Television work ensued, with spots in such series as Law & Order, Trinity, UC: Undercover, and Touching Evil. At about the same time (around 1998), Farmiga made her rather modest cinematic debut in Sleeping With the Enemy director Joseph Ruben's little-seen Return to Paradise, starring Vince Vaughn and Anne Heche. Many additional roles followed throughout the first years of the new millennium, including that of Lisa, Richard Gere's estranged daughter, in the soapy melodrama Autumn in New York; Lorena, Adrien Brody's unemployment counselor in the Greg Pritikin-helmed 2002 comedy Dummy; and Allison in Eric Schaeffer's fine (albeit overlooked) ensemble film Mind the Gap (2004), where she appears alongside such notables as John Heard and the late Alan King. Farmiga joined the cast of Jonathan Demme's 2004 Manchurian Candidate remake, alongside Denzel Washington, Meryl Streep, and Liev Schreiber; though not among the top-billed performers, the appearance served her career favorably.

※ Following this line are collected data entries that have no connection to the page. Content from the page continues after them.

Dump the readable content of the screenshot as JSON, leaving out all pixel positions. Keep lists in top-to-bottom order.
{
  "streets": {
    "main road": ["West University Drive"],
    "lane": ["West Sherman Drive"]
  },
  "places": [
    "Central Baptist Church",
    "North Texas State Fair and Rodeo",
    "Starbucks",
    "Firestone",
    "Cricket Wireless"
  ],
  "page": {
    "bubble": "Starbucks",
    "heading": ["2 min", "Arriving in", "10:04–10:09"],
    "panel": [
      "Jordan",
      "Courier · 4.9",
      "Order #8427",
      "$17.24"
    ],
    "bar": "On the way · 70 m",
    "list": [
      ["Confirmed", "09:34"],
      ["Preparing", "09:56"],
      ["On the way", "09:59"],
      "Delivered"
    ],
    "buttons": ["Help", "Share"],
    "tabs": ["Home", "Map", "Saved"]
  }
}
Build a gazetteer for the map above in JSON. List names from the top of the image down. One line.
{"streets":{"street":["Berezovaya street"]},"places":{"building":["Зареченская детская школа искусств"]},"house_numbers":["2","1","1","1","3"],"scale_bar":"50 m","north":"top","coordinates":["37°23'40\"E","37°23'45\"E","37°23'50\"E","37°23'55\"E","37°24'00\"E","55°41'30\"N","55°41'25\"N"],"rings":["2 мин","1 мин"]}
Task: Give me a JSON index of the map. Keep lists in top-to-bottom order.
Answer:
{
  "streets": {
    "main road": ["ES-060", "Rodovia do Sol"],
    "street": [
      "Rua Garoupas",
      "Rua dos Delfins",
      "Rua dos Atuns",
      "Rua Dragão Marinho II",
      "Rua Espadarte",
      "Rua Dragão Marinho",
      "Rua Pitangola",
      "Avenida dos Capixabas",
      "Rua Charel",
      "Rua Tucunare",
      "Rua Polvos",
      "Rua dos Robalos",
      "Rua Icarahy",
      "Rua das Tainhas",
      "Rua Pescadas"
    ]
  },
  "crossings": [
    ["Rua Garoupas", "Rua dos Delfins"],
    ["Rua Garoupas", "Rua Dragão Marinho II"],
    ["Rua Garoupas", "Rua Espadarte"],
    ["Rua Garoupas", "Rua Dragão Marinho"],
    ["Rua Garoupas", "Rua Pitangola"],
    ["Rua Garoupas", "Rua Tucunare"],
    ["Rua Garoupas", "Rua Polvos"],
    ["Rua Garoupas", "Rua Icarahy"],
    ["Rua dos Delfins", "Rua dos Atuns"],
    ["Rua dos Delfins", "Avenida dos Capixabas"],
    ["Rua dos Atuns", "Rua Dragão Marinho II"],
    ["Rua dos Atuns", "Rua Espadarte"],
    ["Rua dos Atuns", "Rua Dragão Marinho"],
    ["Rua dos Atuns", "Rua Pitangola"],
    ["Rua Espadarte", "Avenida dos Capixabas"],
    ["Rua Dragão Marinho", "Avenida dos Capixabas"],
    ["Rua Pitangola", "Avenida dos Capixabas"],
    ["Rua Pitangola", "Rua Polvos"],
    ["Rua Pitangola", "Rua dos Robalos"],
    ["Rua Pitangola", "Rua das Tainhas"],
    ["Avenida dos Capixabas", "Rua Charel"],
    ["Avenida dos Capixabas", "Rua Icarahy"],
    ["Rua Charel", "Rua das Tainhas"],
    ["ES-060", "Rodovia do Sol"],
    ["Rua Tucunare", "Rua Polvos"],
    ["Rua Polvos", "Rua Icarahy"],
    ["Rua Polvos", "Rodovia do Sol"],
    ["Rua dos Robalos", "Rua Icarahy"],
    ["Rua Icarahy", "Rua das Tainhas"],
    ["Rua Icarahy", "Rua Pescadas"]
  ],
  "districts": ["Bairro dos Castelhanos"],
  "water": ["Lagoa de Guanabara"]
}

She fared much better (on all fronts) with a starring role in that same year's visceral indie addiction drama Down to the Bone, winner of the Special Jury Prize at Sundance and a critical darling. As Irene, a coke-addled supermarket checker and mother of two, Farmiga drew raves from such sources as The New York Times and The Village Voice for, in one reviewer's words, "a pitch-perfect performance." (She also reeled in a Los Angeles Film Critics' Association award for that role -- no small accomplishment, indeed.) 2006 brought with it a role as Teresa in Wayne Kramer's thriller Running Scared, and appearances in such features as Anthony Minghella's Breaking & Entering and Martin Scorsese's The Departed (both 2006). The Minghella drama concerns a group of ethnic locals whose lives intersect -- and catalyze violent hostilities -- in the scuzzy King's Cross section of London; as Oana, Farmiga draws heavily on her Eastern European background. In the Scorsese picture, a Beantown cops-and-mobsters crime drama, Farmiga plays Madeleine, the female lead opposite heavyweights Matt Damon, Leonardo DiCaprio, and Jack Nicholson. Meanwhile, Farmiga signed for the role of Fiona, a woman who enters an affair with paraplegic radio personality Isaac (portrayed by In the Bedroom's Nick Stahl) in Carlos Brooks' Quid Pro Quo (2007).
In 2009 Farmiga appeared as a mother whose life is threatened by an evil foster child in Orphan, but it was her supporting turn opposite George Clooney in Up in the Air that earned her excellent reviews as well as acting nominations from the Hollywood Foreign Press, the Screen Actors Guild, and the Academy. In the coming years, Farmiga would appear in a host of other acclaimed films, like Source Code and Safe House. Farmiga would also earn massive critical praise for her directorial debut, helming and starring in the 2012 drama Higher Ground.